● DATA FOR PROCESSING
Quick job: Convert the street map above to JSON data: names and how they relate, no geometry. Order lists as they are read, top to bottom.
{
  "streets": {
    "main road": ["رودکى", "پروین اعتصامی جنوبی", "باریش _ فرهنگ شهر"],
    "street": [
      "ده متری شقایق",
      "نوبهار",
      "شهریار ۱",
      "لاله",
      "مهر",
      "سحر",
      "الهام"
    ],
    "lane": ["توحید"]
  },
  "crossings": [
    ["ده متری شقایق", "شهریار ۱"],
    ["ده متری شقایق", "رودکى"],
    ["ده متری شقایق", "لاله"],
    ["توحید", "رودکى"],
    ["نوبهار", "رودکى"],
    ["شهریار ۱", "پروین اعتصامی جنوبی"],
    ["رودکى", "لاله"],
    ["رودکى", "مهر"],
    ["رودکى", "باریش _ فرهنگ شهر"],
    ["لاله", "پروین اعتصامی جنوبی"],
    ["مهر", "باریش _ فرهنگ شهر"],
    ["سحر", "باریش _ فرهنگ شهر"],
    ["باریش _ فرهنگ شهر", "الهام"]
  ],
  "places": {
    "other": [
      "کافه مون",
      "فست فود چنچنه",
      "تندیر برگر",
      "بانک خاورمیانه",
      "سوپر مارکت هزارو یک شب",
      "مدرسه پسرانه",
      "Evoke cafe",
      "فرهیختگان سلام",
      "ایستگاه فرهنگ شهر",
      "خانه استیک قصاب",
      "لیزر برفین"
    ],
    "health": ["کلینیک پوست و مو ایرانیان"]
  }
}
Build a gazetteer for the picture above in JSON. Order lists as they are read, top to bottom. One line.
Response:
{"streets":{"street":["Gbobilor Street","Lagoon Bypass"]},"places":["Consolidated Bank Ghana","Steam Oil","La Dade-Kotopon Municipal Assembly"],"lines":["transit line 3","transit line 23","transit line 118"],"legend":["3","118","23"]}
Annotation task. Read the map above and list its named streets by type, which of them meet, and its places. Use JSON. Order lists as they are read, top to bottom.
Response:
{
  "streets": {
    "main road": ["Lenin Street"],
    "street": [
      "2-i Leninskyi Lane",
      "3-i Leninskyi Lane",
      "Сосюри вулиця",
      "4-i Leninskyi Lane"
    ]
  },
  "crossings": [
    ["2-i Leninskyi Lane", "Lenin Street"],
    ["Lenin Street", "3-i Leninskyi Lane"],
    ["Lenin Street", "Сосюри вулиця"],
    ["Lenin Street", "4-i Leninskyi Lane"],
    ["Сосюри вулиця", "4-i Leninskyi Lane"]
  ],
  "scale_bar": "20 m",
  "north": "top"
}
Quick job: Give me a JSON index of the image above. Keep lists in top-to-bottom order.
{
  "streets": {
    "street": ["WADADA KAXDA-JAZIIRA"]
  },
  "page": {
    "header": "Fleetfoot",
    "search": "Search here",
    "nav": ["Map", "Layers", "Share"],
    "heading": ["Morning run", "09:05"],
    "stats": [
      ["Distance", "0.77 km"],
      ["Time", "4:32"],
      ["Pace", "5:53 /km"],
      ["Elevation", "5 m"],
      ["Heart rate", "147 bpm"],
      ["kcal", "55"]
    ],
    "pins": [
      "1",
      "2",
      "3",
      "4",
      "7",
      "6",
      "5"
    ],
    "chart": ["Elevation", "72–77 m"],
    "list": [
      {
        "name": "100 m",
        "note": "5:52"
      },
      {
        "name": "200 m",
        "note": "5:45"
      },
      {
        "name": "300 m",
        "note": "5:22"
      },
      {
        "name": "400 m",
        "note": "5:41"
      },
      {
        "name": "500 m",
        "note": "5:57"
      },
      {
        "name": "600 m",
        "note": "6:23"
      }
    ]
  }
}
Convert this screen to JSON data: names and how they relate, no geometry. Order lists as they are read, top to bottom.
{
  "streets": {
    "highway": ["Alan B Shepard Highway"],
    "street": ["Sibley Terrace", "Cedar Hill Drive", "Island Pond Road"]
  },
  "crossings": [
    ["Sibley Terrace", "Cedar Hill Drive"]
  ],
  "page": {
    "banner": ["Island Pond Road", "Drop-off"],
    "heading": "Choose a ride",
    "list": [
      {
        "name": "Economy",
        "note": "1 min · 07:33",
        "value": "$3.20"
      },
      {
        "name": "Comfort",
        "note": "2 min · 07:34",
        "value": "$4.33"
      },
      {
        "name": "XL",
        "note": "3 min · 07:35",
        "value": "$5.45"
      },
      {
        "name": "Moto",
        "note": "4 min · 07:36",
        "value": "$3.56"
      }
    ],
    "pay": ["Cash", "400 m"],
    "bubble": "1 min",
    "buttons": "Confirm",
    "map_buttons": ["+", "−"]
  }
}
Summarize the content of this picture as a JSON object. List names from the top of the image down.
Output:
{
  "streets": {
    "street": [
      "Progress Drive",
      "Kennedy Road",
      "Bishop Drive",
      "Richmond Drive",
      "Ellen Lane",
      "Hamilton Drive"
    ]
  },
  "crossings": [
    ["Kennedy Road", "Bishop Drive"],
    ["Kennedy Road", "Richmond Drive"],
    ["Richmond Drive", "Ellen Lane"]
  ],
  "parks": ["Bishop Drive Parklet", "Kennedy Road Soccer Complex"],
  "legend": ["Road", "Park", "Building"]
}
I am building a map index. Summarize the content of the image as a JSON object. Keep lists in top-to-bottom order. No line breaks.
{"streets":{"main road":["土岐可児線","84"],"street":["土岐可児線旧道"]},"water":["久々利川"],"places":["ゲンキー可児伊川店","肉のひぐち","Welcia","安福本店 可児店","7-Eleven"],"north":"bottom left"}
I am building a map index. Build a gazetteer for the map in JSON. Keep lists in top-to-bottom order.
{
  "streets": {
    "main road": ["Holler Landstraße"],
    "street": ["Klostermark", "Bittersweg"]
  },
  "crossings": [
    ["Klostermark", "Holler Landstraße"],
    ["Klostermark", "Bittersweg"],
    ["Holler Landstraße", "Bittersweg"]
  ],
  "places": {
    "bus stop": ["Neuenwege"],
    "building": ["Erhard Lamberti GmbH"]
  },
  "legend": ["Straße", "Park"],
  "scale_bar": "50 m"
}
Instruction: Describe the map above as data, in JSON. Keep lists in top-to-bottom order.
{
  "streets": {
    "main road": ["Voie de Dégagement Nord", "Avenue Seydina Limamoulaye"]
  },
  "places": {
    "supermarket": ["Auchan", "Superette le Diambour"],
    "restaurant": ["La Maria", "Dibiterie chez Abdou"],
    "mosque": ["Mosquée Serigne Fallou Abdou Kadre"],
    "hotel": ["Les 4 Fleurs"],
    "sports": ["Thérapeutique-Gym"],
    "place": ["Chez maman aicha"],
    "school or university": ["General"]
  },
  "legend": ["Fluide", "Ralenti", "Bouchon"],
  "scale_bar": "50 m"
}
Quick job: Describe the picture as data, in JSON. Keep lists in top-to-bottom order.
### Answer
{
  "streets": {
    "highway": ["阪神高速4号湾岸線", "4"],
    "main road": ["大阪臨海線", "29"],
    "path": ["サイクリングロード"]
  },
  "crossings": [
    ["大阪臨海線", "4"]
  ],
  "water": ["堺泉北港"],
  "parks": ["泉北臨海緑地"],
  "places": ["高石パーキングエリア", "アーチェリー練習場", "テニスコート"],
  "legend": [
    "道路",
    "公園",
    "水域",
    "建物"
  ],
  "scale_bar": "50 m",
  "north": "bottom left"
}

● DESCRIPTION OF THE TASK
Using the listing above, please repeat every entry exactly.

● RESPONSE BELOW
Quick job: Convert the street map above to JSON data: names and how they relate, no geometry. Order lists as they are read, top to bottom.
{
  "streets": {
    "main road": ["رودکى", "پروین اعتصامی جنوبی", "باریش _ فرهنگ شهر"],
    "street": [
      "ده متری شقایق",
      "نوبهار",
      "شهریار ۱",
      "لاله",
      "مهر",
      "سحر",
      "الهام"
    ],
    "lane": ["توحید"]
  },
  "crossings": [
    ["ده متری شقایق", "شهریار ۱"],
    ["ده متری شقایق", "رودکى"],
    ["ده متری شقایق", "لاله"],
    ["توحید", "رودکى"],
    ["نوبهار", "رودکى"],
    ["شهریار ۱", "پروین اعتصامی جنوبی"],
    ["رودکى", "لاله"],
    ["رودکى", "مهر"],
    ["رودکى", "باریش _ فرهنگ شهر"],
    ["لاله", "پروین اعتصامی جنوبی"],
    ["مهر", "باریش _ فرهنگ شهر"],
    ["سحر", "باریش _ فرهنگ شهر"],
    ["باریش _ فرهنگ شهر", "الهام"]
  ],
  "places": {
    "other": [
      "کافه مون",
      "فست فود چنچنه",
      "تندیر برگر",
      "بانک خاورمیانه",
      "سوپر مارکت هزارو یک شب",
      "مدرسه پسرانه",
      "Evoke cafe",
      "فرهیختگان سلام",
      "ایستگاه فرهنگ شهر",
      "خانه استیک قصاب",
      "لیزر برفین"
    ],
    "health": ["کلینیک پوست و مو ایرانیان"]
  }
}
Build a gazetteer for the picture above in JSON. Order lists as they are read, top to bottom. One line.
Response:
{"streets":{"street":["Gbobilor Street","Lagoon Bypass"]},"places":["Consolidated Bank Ghana","Steam Oil","La Dade-Kotopon Municipal Assembly"],"lines":["transit line 3","transit line 23","transit line 118"],"legend":["3","118","23"]}
Annotation task. Read the map above and list its named streets by type, which of them meet, and its places. Use JSON. Order lists as they are read, top to bottom.
Response:
{
  "streets": {
    "main road": ["Lenin Street"],
    "street": [
      "2-i Leninskyi Lane",
      "3-i Leninskyi Lane",
      "Сосюри вулиця",
      "4-i Leninskyi Lane"
    ]
  },
  "crossings": [
    ["2-i Leninskyi Lane", "Lenin Street"],
    ["Lenin Street", "3-i Leninskyi Lane"],
    ["Lenin Street", "Сосюри вулиця"],
    ["Lenin Street", "4-i Leninskyi Lane"],
    ["Сосюри вулиця", "4-i Leninskyi Lane"]
  ],
  "scale_bar": "20 m",
  "north": "top"
}
Quick job: Give me a JSON index of the image above. Keep lists in top-to-bottom order.
{
  "streets": {
    "street": ["WADADA KAXDA-JAZIIRA"]
  },
  "page": {
    "header": "Fleetfoot",
    "search": "Search here",
    "nav": ["Map", "Layers", "Share"],
    "heading": ["Morning run", "09:05"],
    "stats": [
      ["Distance", "0.77 km"],
      ["Time", "4:32"],
      ["Pace", "5:53 /km"],
      ["Elevation", "5 m"],
      ["Heart rate", "147 bpm"],
      ["kcal", "55"]
    ],
    "pins": [
      "1",
      "2",
      "3",
      "4",
      "7",
      "6",
      "5"
    ],
    "chart": ["Elevation", "72–77 m"],
    "list": [
      {
        "name": "100 m",
        "note": "5:52"
      },
      {
        "name": "200 m",
        "note": "5:45"
      },
      {
        "name": "300 m",
        "note": "5:22"
      },
      {
        "name": "400 m",
        "note": "5:41"
      },
      {
        "name": "500 m",
        "note": "5:57"
      },
      {
        "name": "600 m",
        "note": "6:23"
      }
    ]
  }
}
Convert this screen to JSON data: names and how they relate, no geometry. Order lists as they are read, top to bottom.
{
  "streets": {
    "highway": ["Alan B Shepard Highway"],
    "street": ["Sibley Terrace", "Cedar Hill Drive", "Island Pond Road"]
  },
  "crossings": [
    ["Sibley Terrace", "Cedar Hill Drive"]
  ],
  "page": {
    "banner": ["Island Pond Road", "Drop-off"],
    "heading": "Choose a ride",
    "list": [
      {
        "name": "Economy",
        "note": "1 min · 07:33",
        "value": "$3.20"
      },
      {
        "name": "Comfort",
        "note": "2 min · 07:34",
        "value": "$4.33"
      },
      {
        "name": "XL",
        "note": "3 min · 07:35",
        "value": "$5.45"
      },
      {
        "name": "Moto",
        "note": "4 min · 07:36",
        "value": "$3.56"
      }
    ],
    "pay": ["Cash", "400 m"],
    "bubble": "1 min",
    "buttons": "Confirm",
    "map_buttons": ["+", "−"]
  }
}
Summarize the content of this picture as a JSON object. List names from the top of the image down.
Output:
{
  "streets": {
    "street": [
      "Progress Drive",
      "Kennedy Road",
      "Bishop Drive",
      "Richmond Drive",
      "Ellen Lane",
      "Hamilton Drive"
    ]
  },
  "crossings": [
    ["Kennedy Road", "Bishop Drive"],
    ["Kennedy Road", "Richmond Drive"],
    ["Richmond Drive", "Ellen Lane"]
  ],
  "parks": ["Bishop Drive Parklet", "Kennedy Road Soccer Complex"],
  "legend": ["Road", "Park", "Building"]
}
I am building a map index. Summarize the content of the image as a JSON object. Keep lists in top-to-bottom order. No line breaks.
{"streets":{"main road":["土岐可児線","84"],"street":["土岐可児線旧道"]},"water":["久々利川"],"places":["ゲンキー可児伊川店","肉のひぐち","Welcia","安福本店 可児店","7-Eleven"],"north":"bottom left"}
I am building a map index. Build a gazetteer for the map in JSON. Keep lists in top-to-bottom order.
{
  "streets": {
    "main road": ["Holler Landstraße"],
    "street": ["Klostermark", "Bittersweg"]
  },
  "crossings": [
    ["Klostermark", "Holler Landstraße"],
    ["Klostermark", "Bittersweg"],
    ["Holler Landstraße", "Bittersweg"]
  ],
  "places": {
    "bus stop": ["Neuenwege"],
    "building": ["Erhard Lamberti GmbH"]
  },
  "legend": ["Straße", "Park"],
  "scale_bar": "50 m"
}
Instruction: Describe the map above as data, in JSON. Keep lists in top-to-bottom order.
{
  "streets": {
    "main road": ["Voie de Dégagement Nord", "Avenue Seydina Limamoulaye"]
  },
  "places": {
    "supermarket": ["Auchan", "Superette le Diambour"],
    "restaurant": ["La Maria", "Dibiterie chez Abdou"],
    "mosque": ["Mosquée Serigne Fallou Abdou Kadre"],
    "hotel": ["Les 4 Fleurs"],
    "sports": ["Thérapeutique-Gym"],
    "place": ["Chez maman aicha"],
    "school or university": ["General"]
  },
  "legend": ["Fluide", "Ralenti", "Bouchon"],
  "scale_bar": "50 m"
}
Quick job: Describe the picture as data, in JSON. Keep lists in top-to-bottom order.
### Answer
{
  "streets": {
    "highway": ["阪神高速4号湾岸線", "4"],
    "main road": ["大阪臨海線", "29"],
    "path": ["サイクリングロード"]
  },
  "crossings": [
    ["大阪臨海線", "4"]
  ],
  "water": ["堺泉北港"],
  "parks": ["泉北臨海緑地"],
  "places": ["高石パーキングエリア", "アーチェリー練習場", "テニスコート"],
  "legend": [
    "道路",
    "公園",
    "水域",
    "建物"
  ],
  "scale_bar": "50 m",
  "north": "bottom left"
}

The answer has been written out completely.